Work item = Look through the records below, and whenever a line contains "absolute", copy it.

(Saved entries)
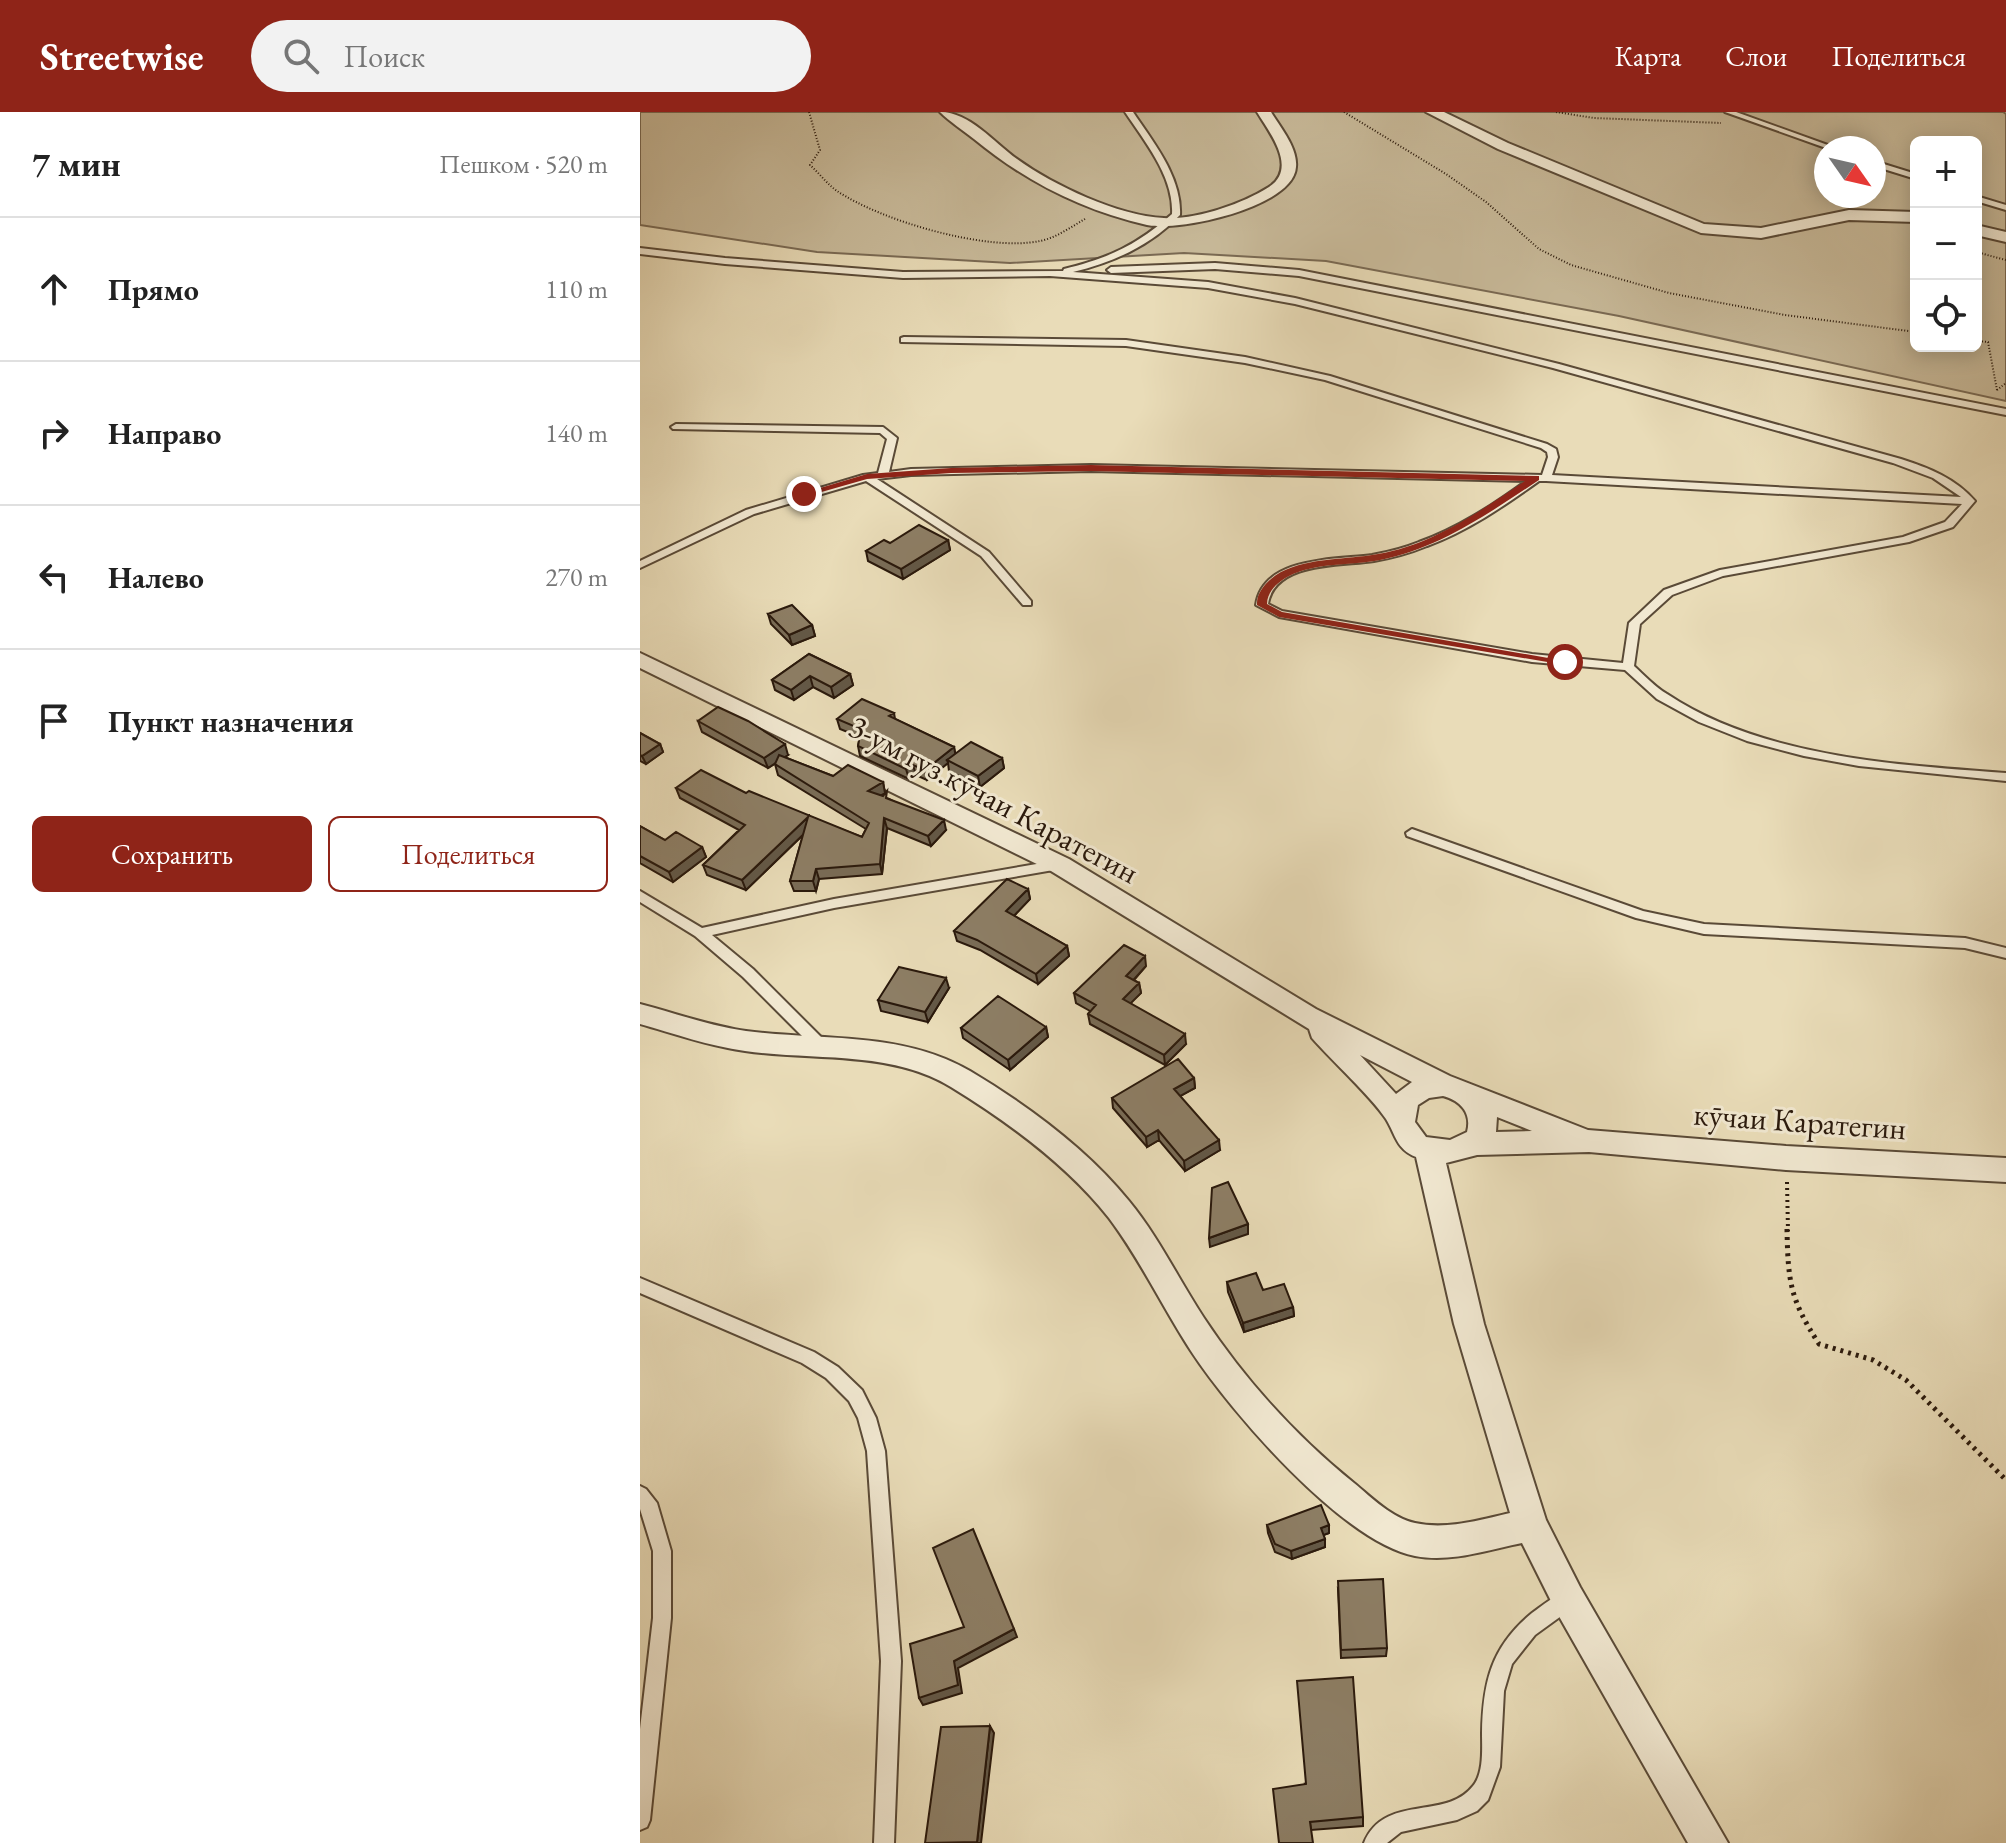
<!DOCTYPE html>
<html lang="ru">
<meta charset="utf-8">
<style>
:root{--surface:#fff;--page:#f2f2f2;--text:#222;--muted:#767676;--line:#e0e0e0;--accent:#8f2418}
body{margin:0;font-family:"EB Garamond",serif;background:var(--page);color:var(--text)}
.controls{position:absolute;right:24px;top:24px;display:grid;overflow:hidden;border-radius:12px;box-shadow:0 4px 20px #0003}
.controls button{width:72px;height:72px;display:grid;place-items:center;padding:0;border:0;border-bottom:2px solid var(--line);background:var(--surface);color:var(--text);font:40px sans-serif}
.compass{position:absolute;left:1174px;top:24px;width:72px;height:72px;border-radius:50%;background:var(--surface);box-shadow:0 4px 20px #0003;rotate:124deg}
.stop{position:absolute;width:24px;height:24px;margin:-18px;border:6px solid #8f2418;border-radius:50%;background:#fff}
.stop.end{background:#8f2418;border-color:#fff;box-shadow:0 2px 8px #0008}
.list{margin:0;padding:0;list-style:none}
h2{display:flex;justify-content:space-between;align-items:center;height:104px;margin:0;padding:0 32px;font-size:34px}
h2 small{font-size:26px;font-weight:400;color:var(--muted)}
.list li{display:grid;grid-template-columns:52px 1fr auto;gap:24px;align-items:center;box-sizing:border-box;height:144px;padding:0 32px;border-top:2px solid var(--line)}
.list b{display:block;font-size:30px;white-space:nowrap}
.list em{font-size:26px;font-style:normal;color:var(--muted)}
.actions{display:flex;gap:16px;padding:24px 32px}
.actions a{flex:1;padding:18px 0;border:2px solid var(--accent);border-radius:12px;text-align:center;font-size:28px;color:var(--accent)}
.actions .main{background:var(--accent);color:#fff}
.icon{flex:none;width:44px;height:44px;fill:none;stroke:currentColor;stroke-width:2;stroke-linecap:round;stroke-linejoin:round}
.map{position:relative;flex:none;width:1366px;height:1731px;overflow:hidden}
header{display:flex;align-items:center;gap:48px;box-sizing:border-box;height:112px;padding:0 40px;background:var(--accent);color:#fff}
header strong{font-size:38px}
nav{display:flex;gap:44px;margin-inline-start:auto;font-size:28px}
.search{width:560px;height:72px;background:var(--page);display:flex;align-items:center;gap:20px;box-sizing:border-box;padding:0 28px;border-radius:44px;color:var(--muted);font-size:30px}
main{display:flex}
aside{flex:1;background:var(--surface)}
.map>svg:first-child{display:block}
.green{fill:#c9bb9b;stroke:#7a6a54;stroke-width:2;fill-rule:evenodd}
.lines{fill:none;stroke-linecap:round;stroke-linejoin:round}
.lane-casing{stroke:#5a4a37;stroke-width:4}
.street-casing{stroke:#5a4a37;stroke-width:4}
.path-far2{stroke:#2a190c;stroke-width:2;stroke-dasharray:1 2;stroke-linecap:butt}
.path-far1{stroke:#2a190c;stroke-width:4;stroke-dasharray:2 4;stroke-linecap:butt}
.path{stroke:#2a190c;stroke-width:5;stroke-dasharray:3 5;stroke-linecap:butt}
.lane{fill:#f1e8d1;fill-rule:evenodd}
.street{fill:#f1e8d1;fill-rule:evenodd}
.wall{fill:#796c57;stroke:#2a190c;stroke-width:2}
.shaded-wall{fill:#635847;stroke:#2a190c;stroke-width:2}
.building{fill:#8d7e65;stroke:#2a190c;stroke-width:2}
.route{fill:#8f2418}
.labels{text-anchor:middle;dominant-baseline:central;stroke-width:6;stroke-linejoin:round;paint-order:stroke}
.street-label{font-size:32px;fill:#2a190c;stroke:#f1e8d1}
</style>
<header>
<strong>Streetwise</strong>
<div class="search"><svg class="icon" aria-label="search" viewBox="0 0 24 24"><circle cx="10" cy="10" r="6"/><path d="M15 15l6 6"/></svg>Поиск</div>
<nav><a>Карта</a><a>Слои</a><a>Поделиться</a></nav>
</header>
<main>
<aside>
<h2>7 мин<small>Пешком · 520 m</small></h2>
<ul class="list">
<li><svg class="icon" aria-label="ahead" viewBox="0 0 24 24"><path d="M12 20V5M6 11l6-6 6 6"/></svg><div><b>Прямо</b></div><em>110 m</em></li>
<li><svg class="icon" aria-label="right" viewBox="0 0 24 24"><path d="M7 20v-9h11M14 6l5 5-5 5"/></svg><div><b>Направо</b></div><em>140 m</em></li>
<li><svg class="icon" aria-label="left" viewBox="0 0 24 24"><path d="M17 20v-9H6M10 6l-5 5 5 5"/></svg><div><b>Налево</b></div><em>270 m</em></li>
<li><svg class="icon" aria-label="arrive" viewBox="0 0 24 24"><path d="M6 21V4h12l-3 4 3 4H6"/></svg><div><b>Пункт назначения</b></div></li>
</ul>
<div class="actions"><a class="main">Сохранить</a><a>Поделиться</a></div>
</aside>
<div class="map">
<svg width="1366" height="1731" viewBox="0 0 1366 1731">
<rect width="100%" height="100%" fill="#e9dcb8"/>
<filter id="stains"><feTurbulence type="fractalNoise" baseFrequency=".0025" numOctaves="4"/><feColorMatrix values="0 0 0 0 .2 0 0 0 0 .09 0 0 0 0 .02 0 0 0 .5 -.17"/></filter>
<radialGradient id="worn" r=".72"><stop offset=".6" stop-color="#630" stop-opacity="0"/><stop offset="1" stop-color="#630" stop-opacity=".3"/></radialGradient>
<path class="green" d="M0 0H1363L1366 2V289L979 204 686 149 544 141 370 151 177 140 0 113ZM1276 30H1336V234H1276ZM1186 36H1234V84H1186Z"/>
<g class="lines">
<defs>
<path id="lane" d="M485 0H493C513 30 542 65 540 103 510 134 474 150 433 160L568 170 655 186 919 252 1261 347C1289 356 1315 366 1335 389L1313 415 1269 430 1083 464 1032 483 1000 512 994 554C1004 563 1015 575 1027 582 1121 645 1256 653 1366 661V669L1219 654 1164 644 1107 629 1059 610 1017 587 985 558 892 550 639 505 616 493C623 444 696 448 732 443 748 440 764 436 779 430 818 416 853 393 886 369L451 359 271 363 237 367 349 440 391 489V493H383L341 444 226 369 114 402 0 456V449L106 398 223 363 238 361 247 327 240 321 33 317 31 315 36 312 243 315 257 326 249 360 271 357 451 353 902 363 908 345 907 340 901 336 685 268 605 251 486 234 261 230V226L264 225 486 228 605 245 690 264 907 332 916 337 918 345 912 363 1321 385 1293 366 1253 351 913 256 655 192 568 176 410 164 263 166 85 152 0 142V136L85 146 263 160 423 159 424 157C469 146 497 133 532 102 534 65 505 30 485 0ZM899 369H906L1322 392 1305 410 1263 425 1080 458 1024 478 989 511 983 551 892 542 642 499 628 492C635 449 702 454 734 449 752 446 770 441 787 434 828 419 864 394 899 369Z
M1085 0H1096L1196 36H1186Z
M1234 49 1276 62V67L1234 54Z
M1336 84 1366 93V98L1336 89Z
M575 151 659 158 1366 297V303L659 164 575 157 471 161 467 158 471 155Z
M772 717 1003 799 1064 812 1325 826 1366 836V846L1325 836 1064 822 996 806 767 724 766 721Z
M420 748 425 750 427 753 425 756 194 796 72 823 113 857 189 933 191 937 189 941H179L103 865 55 824 0 790V779L62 816 194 787Z
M0 1166 174 1240 198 1255 222 1278 236 1306 245 1339 261 1549 254 1731H234L241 1549 227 1339 218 1306 209 1289 186 1266 162 1251 0 1181Z
M0 1374 6 1377 17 1391 31 1439V1506L10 1708 7 1715 0 1718V1617L13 1506V1439L0 1397Z
M928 1478 935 1480 937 1487 935 1494 895 1523 872 1552 864 1579 860 1655 848 1688 837 1699 817 1708 761 1720 747 1731H724C744 1681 806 1709 833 1674 844 1661 842 1637 842 1621 843 1570 851 1535 892 1501 903 1493 915 1483 928 1478Z"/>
<path id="street" d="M300 0C330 0 353 30 377 47 413 73 478 104 524 106 556 108 602 92 629 75 658 56 630 21 617 0H631C640 15 658 36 656 55 654 95 539 120 507 113 441 98 385 69 334 27 323 18 310 10 300 0Z
M786 0H804L868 31 1064 112 1121 116 1209 98 1276 100V110L1209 108 1121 126 1061 121 858 37Z
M1336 113 1366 120V130L1336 123Z
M0 541 429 747 676 897 810 964 948 1018 1146 1034 1366 1046V1070L1146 1058 949 1040 837 1043 806 1051 844 1212 906 1408 940 1475 1088 1731H1048L916 1499 882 1431C847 1438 811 1451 775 1444 703 1430 591 1300 551 1239 523 1196 500 1147 469 1106 427 1053 368 1010 311 975 251 938 173 949 105 939 69 934 35 922 0 912V892C35 901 70 914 106 919 181 929 262 919 330 959 387 993 447 1037 489 1089 518 1124 539 1168 564 1206 605 1268 657 1325 714 1371 732 1386 752 1406 775 1411 806 1418 840 1408 870 1401L814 1212 776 1045C756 1037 756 1023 746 1007 730 983 692 949 672 926L669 917 411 759 0 556ZM720 943 772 970 756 982ZM803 984C821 989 832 1001 827 1020L810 1028 786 1025 775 1010 778 993 789 986ZM857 1005 892 1019 856 1020Z"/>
</defs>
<use href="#lane" class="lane-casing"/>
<use href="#street" class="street-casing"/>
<path class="path-far2" d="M169 0 180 38 170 53C179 61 187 72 197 79 242 109 347 140 400 129 416 126 431 115 445 107
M704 0 806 62 846 90 899 137 931 153 1029 181 1145 203 1276 220
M916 0 954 6 1081 11
M1336 140 1366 148
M1336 229 1348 230 1357 278
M1357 278 1366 271"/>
<path class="path-far1" d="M1147 1070 1148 1119"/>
<path class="path" d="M1147 1117C1148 1170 1150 1187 1179 1232L1233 1248 1266 1268 1366 1368"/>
<use href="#lane" class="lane"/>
<use href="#street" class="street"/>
</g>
<path class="wall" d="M308 428 310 438 263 467 228 449 226 439 250 431Z
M128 502 172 513 175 524 152 533 131 512Z
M169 542 210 562 213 573 194 586 173 575 154 588 135 578 132 568Z
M254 601 255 607 314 635 315 642 362 646 364 656 340 675 309 659 308 651 287 668 276 663 269 667 220 644 218 634 220 625 200 617 197 607Z
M58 609 148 643 144 645 193 664 243 670 245 681 241 684 249 687 306 718 291 734 247 716 242 762 179 767 176 779H154L150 769 163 723 106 778 67 763 63 753 99 718 40 686 36 676 106 681 222 725 226 717 138 663 135 652 136 651 128 656 62 620Z
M0 621 20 632 23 640 6 652 0 649Z
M0 714 25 728 62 735 66 745 33 770 0 751Z
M388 777 390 787 374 804 427 834 429 844 398 872 340 838 317 829 314 819Z
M506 854 494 868 499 871 501 881 490 891 546 932 525 953 450 912 448 902 450 899 436 891 434 881Z
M309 876 288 910 241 899 238 888Z
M406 915 408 925 370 958 323 926 321 916Z
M554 966 555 976 540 984 580 1038 545 1059 519 1028 507 1035 473 996 472 986Z
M587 1170 623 1178 653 1195 654 1204 604 1220 588 1180Z
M627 1413 689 1421 683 1423 685 1435 652 1447 635 1440 628 1421Z
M698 1477 747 1536 746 1544 701 1546Z
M665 1672 723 1705V1714L671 1718Z"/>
<path class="shaded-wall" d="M308 428 310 438 263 467 261 457Z
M172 513 175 524 152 533 149 523Z
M210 562 213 573 194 586 191 575Z
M170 564 173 575 154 588 151 578Z
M20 632 23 640 6 652 2 644Z
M145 632 148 643 128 656 124 646Z
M314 635 316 645 307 648 308 651 287 668 285 658Z
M362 646 364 656 340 675 338 664Z
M273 653 276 663 269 667 266 657Z
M243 670 245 681 231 689 228 679Z
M168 705 171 715 106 778 102 768Z
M244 706 247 716 242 762 240 752Z
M304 708 306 718 291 734 288 724Z
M62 735 66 745 33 770 29 760Z
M176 757 179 767 176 779 173 769Z
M388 777 390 787 368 810 366 799Z
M427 834 429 844 398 872 396 862Z
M505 844 506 854 488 874 486 864Z
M306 866 309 876 288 910 285 900Z
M499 871 501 881 484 898 483 887Z
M406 915 408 925 370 958 368 948Z
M545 922 546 932 525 953 524 943Z
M554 966 555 976 535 987 534 977Z
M518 1018 519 1028 507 1035 506 1025Z
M579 1028 580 1038 545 1059 544 1049Z
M608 1112V1122L570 1135 569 1126Z
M653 1195 654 1204 604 1220 603 1211Z
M689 1413V1421L681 1424V1416Z
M685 1427V1435L652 1447 651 1439Z
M374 1517 377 1525 318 1556 322 1581 283 1593 279 1586 314 1549Z
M350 1614 354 1621 341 1731H337Z"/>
<path class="building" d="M279 413 308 428 261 457 226 439 244 428 250 431Z
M152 493 172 513 149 523 128 502Z
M169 542 210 562 191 575 170 564 151 578 132 568Z
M222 587 254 601 249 604 314 635 285 658 273 653 266 657 218 634 221 617 197 607Z
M78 595 108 609 145 632 124 646 58 609Z
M0 621 20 632 2 644 0 643Z
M331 630 362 646 338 664 307 648Z
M139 643 193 664 208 653 243 670 228 679 243 684 247 679 246 686 304 708 288 724 244 706 240 752 176 757 173 769H150L168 705 102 768 63 753 105 713 36 676 61 658 106 681 109 679 222 725 229 711 135 652Z
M0 714 25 728 36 720 62 735 29 760 0 744Z
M367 767 388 777 366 799 427 834 396 862 337 828 314 819Z
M484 833 505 844 486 864 499 871 483 887 545 922 524 943 448 902 456 893 434 881Z
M259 855 306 866 285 900 238 888Z
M358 884 406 915 368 948 321 916Z
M538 947 554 966 534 977 579 1028 544 1049 518 1018 506 1025 472 986Z
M588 1070 608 1112 569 1126 572 1076Z
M616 1161 623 1178 644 1172 653 1195 603 1211 587 1170Z
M681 1393 689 1413 681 1416 685 1427 651 1439 635 1432 627 1413Z
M333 1417 374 1517 314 1549 318 1573 279 1586 270 1532 324 1515 293 1436Z
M743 1467 747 1536 701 1538 698 1469Z
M713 1565 723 1705 670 1710 673 1731H639L633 1677 666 1672 657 1569Z
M350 1614 337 1730 285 1731 301 1615Z"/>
<path class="route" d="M451 353 899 364V368C849 401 800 436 740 448 710 454 677 450 649 464 638 470 627 479 627 492L642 500 931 550 925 553 639 505 617 493C616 479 629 467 641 460 671 445 706 448 738 442 793 433 840 399 885 369L451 359 311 361 227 367 164 385 160 382 227 362 311 356Z"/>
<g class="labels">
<g class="street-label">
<text transform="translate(354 687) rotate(28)">3-ум гуз.кӯчаи Каратегин</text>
<text transform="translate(1160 1009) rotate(4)">кӯчаи Каратегин</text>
</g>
</g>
<rect width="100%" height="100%" filter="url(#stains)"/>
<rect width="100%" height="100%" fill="url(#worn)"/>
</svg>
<div class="controls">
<button>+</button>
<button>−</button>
<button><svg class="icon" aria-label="locate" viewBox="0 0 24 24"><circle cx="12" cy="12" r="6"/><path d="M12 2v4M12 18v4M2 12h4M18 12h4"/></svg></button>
</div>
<svg class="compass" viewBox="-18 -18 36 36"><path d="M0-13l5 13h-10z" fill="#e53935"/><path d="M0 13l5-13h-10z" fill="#767676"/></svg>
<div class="stop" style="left:925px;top:550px"></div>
<div class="stop end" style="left:164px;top:382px"></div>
</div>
</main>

Exercise result =
.controls{position:absolute;right:24px;top:24px;display:grid;overflow:hidden;border-radius:12px;box-shadow:0 4px 20px #0003}
.compass{position:absolute;left:1174px;top:24px;width:72px;height:72px;border-radius:50%;background:var(--surface);box-shadow:0 4px 20px #0003;rotate:124deg}
.stop{position:absolute;width:24px;height:24px;margin:-18px;border:6px solid #8f2418;border-radius:50%;background:#fff}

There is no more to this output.